Commercial reservoir simulators have traditionally been optimized for distributed parallel execution on Central Processing Units (CPUs). Recent advances in Graphics Processing Units (GPUs) have led to the development of GPU-native simulators and triggered a shift towards a hardware-agnostic design in existing CPU solutions. For the latter, the suite of algorithms and data structures employed for a given computation are implemented for each target device. This results in a hybrid approach, where some simulator components inherently expose enough instruction parallelism or memory bandwidth requirements to warrant running on the GPU, while others are more suitable for the CPU. This paper examines the performance characteristics of a commercial black-oil reservoir simulator, which was recently extended with GPU support.

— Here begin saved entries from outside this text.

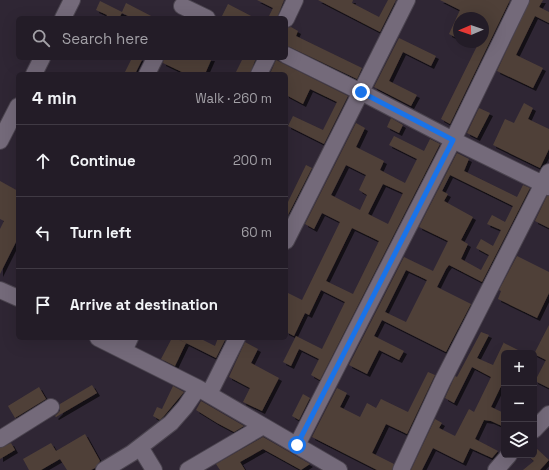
<!DOCTYPE html>
<html lang="en">
<head>
<meta charset="utf-8">
<style>
  :root { --surface:#231c27; --page:#2f2933; --text:#f1f3f6; --muted:#a3a1a7; --line:#403a44 }
  body { margin:0; font-family:"Space Grotesk",sans-serif; background:var(--page); color:var(--text) }
  .controls { position:absolute; right:12px; bottom:12px; display:grid; overflow:hidden; border-radius:6px; box-shadow:0 4px 16px #0002 }
  .controls button { width:36px; height:36px; display:grid; place-items:center; padding:0; border:0; border-bottom:1px solid var(--line); background:var(--surface); color:var(--text); font:20px sans-serif }
  .compass { position:absolute; left:453px; top:12px; width:36px; height:36px; border-radius:50%; background:var(--surface); box-shadow:0 4px 16px #0002; rotate:268deg }
  .stop { position:absolute; width:12px; height:12px; margin:-9px; border:3px solid #1a73e8; border-radius:50%; background:#fff }
  .stop.end { background:#1a73e8; border-color:#fff; box-shadow:0 1px 4px #0008 }
  .list { margin:0; padding:0; list-style:none }
  h2 { display:flex; justify-content:space-between; align-items:center; height:52px; margin:0; padding:0 16px; font-size:17px }
  h2 small { font-size:13px; font-weight:400; color:var(--muted) }
  .list li { display:grid; grid-template-columns:26px 1fr auto; gap:12px; align-items:center; box-sizing:border-box; height:72px; padding:0 16px; border-top:1px solid var(--line) }
  .list b { display:block; font-size:15px; white-space:nowrap }
  .list em { font-size:13px; font-style:normal; color:var(--muted) }
  .icon { flex:none; width:22px; height:22px; fill:none; stroke:currentColor; stroke-width:2; stroke-linecap:round; stroke-linejoin:round }
  .map { position:relative; flex:none; width:549px; height:470px; overflow:hidden }
  .search { position:absolute; background:var(--surface); box-shadow:0 4px 16px #0002; left:16px; top:16px; width:272px; height:44px; display:flex; align-items:center; gap:10px; box-sizing:border-box; padding:0 14px; border-radius:6px; color:var(--muted); font-size:15px }
  .panel { position:absolute; background:var(--surface); box-shadow:0 4px 16px #0002; left:16px; top:72px; width:272px; height:268px; border-radius:6px }
  .map>svg:first-child { display:block }
</style>
</head>
<body>
<div class="map">
<svg width="549" height="470" viewBox="0 0 549 470">
  <defs>
    <filter id="shadow"><feDropShadow dx="3" dy="3" stdDeviation="0" flood-color="#0009"/></filter>
  </defs>
  <rect width="100%" height="100%" fill="#2f2634"/>
  <path fill="#504038" fill-rule="evenodd" filter="url(#shadow)" d="M257,0H284L277,18H268L273,8Z
    M318,0H353L352,3L379,17L388,0H396L380,32Z
    M440,0H510L450,124L441,119L479,42H483V33L488,24L483,22V18H476L468,14L467,18H459V33L457,38L449,34L460,10Z
    M530,0H543L539,7L549,12V23L535,16L516,55L543,68L533,88L497,71Z
    M100,1L122,12L126,3L155,18H132L122,13L119,18H106L107,15L96,10Z
    M228,4L255,18H221Z
    M291,27L298,31L296,36L362,68L357,79L290,47L286,46V28Z
    M399,38L436,56L431,66L403,52L389,81L417,95L411,106L374,87Z
    M132,58H143L135,74H124Z
    M164,58H212L205,74H186L163,63Z
    M243,58H256L250,74H235Z
    M276,60L348,96L324,144L288,126L293,116L323,130L337,102L310,89L303,104L286,95V74H270Z
    M524,103L533,108L528,119L549,129V149L540,168L493,145L505,119L514,123Z
    M479,108L490,113L477,138L467,133Z
    M391,118L403,125L399,133L387,127Z
    M356,123L365,128L356,147L384,161L380,170L405,183L417,159L389,145L394,136L424,151L430,139L440,144L320,380L311,375L319,359L299,349L291,366L283,362L296,336L322,349L345,302L321,290L309,315L305,313L294,336L286,332V292L302,300L340,222L322,213L314,229L305,224ZM346,165L366,175L359,190L367,195L360,210L331,195ZM383,184L403,193L388,224L368,214ZM352,228L379,241L353,294L326,281Z
    M457,153L469,159L464,171L517,197L523,185L530,188L482,282L449,265L446,269L437,287L471,304L446,352L382,320L374,336L404,351L399,360L379,350L367,374L349,365L404,257L433,271L448,241L419,227ZM450,175L513,206L505,222L492,215L487,224L501,230L493,246L481,239L476,248L489,255L481,270L461,259L468,244L461,240L473,217L444,201L448,194L442,191ZM406,270L427,280L406,322L385,312Z
    M306,165L312,168L288,215L286,214V206Z
    M0,181L18,191V238L0,274V229L4,221L0,219Z
    M547,196H549V228L535,221Z
    M517,256L549,272V293L537,318L498,299L501,291L499,290Z
    M549,325V388L535,381L546,360L534,354Z
    M481,332L489,335L477,358L493,365L504,342V343L524,353H504V380L491,407L504,413V427L491,421L484,420L475,439L498,451L492,458L470,448L463,463L433,448L422,470H411L435,419L442,423L439,428L455,436L469,409L474,412L491,377L472,367L454,403L445,398L455,376L457,377Z
    M172,338H175L186,343L175,366L161,359Z
    M176,338H199L215,346L218,338H226L216,358Z
    M245,342L258,349L251,363L279,378L262,411L243,402L250,388L229,377Z
    M428,372L435,375L407,434L386,424L372,453L394,464L392,470H377L312,437L337,388L347,393L340,407L360,417L367,403L376,408L381,399L408,412Z
    M92,385L97,393L56,417L55,416L60,411V404Z
    M173,386L184,392L164,416L160,420L153,416L157,407L162,409Z
    M39,387L46,399L15,418L8,406Z
    M303,394L310,398L299,420L292,416Z
    M201,401L244,426L234,432L217,423L196,410Z
    M85,434L100,461L95,468L91,470H67L60,459L41,470H29L23,459L51,443L56,451Z
    M263,437L310,464L301,470L263,449L240,462L245,470H220L216,464Z
    M11,443L15,450L0,459V448Z
    M534,446L549,460L540,470H523L534,461L527,455H534Z"/>
  <g fill="none" stroke-linecap="round" stroke-linejoin="round">
    <defs>
      <path id="minor" d="M182,6L207,18
        M63,18L72,0
        M286,19L295,0
        M286,55L361,92L453,140L549,187
        M34,74L42,58
        M147,74L155,58
        M259,74L267,58
        M0,141L18,106
        M286,241L407,0
        M0,290L18,298
        M98,338L198,388L339,470
        M124,351L130,338
        M209,394L237,338
        M534,430L549,414
        M0,439L51,407
        M297,445L453,140L521,0
        M140,447L154,470
        M104,470L132,453L171,423L185,407L198,388
        M188,470L263,426
        M401,470L442,382L549,172
        M496,470L509,455"/>
    </defs>
    <use href="#minor" stroke="#4b444f" stroke-width="18"/>
    <use href="#minor" stroke="#746a7a" stroke-width="16"/>
  </g>
  <g fill="none" stroke-linecap="round" stroke-linejoin="round">
    <path stroke="#1a73e8" stroke-width="5" d="M297,445L453,140L361,92"/>
  </g>
</svg>
<div class="controls">
<button>+</button>
<button>−</button>
<button><svg class="icon" aria-label="layers" viewBox="0 0 24 24"><path d="M12 4l9 5-9 5-9-5zM3 14l9 5 9-5"/></svg></button>
</div>
<svg class="compass" viewBox="-18 -18 36 36"><path d="M0-13l5 13h-10z" fill="#e53935"/><path d="M0 13l5-13h-10z" fill="#a3a1a7"/></svg>
<div class="stop" style="left:297px;top:445px"></div>
<div class="stop end" style="left:361px;top:92px"></div>
<div class="search"><svg class="icon" aria-label="search" viewBox="0 0 24 24"><circle cx="10" cy="10" r="6"/><path d="M15 15l6 6"/></svg>Search here</div>
<section class="panel">
<h2>4 min<small>Walk · 260 m</small></h2>
<ul class="list">
<li><svg class="icon" aria-label="ahead" viewBox="0 0 24 24"><path d="M12 20V5M6 11l6-6 6 6"/></svg><div><b>Continue</b></div><em>200 m</em></li>
<li><svg class="icon" aria-label="left" viewBox="0 0 24 24"><path d="M17 20v-9H6M10 6l-5 5 5 5"/></svg><div><b>Turn left</b></div><em>60 m</em></li>
<li><svg class="icon" aria-label="arrive" viewBox="0 0 24 24"><path d="M6 21V4h12l-3 4 3 4H6"/></svg><div><b>Arrive at destination</b></div></li>
</ul>
</section>
</div>
</body>
</html>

Each simulation case will distribute load on the various modules in a reservoir simulator differently, depending on the target physical properties and the forecasted data desired. To assess this, the scalability of the simulator is measured in detail using the CPU and GPU, for components where both implementations are available, focusing on time spent during model initialization, property calculation, linearization, solver, field management and reporting. This is done using test cases which stress the simulator across several axes: grid resolution, different petrophysical property distributions, well count and the volume of reported data. The synthetic models which form the basis for these studies were designed to represent realistic reservoir engineering scenarios.
The results show that a static partition between CPU- and GPU-assigned tasks, as employed by default in the simulator, is performant for scenarios where the work dedicated to grid cell properties and linear solution vastly outnumbers the effort spent resolving well or aquifer connections, field management and reporting. This is expected for typical simulation cases. However, when one of the latter aspects becomes dominant, the balance can shift, leading to suboptimal hardware utilization. In conclusion, if performance across all possible inputs is to be maintained, then a fully-CPU-and-GPU-capable simulator is needed, employing a dynamic scheduling strategy, where the runtime data locality, volume and parallelism of the corresponding computations are all considered when determining the target device for each operation.
To the authors’ knowledge, a study on the scalability of a commercial reservoir simulator, across two different hardware architectures, has not previously been conducted to this level of detail. The results on realistic models are presented in the hope that they will contribute to the discussion surrounding the benefits of modern computing hardware for reservoir simulation and help drive deployment and design decisions for existing and future developments in both the commercial and academic spheres.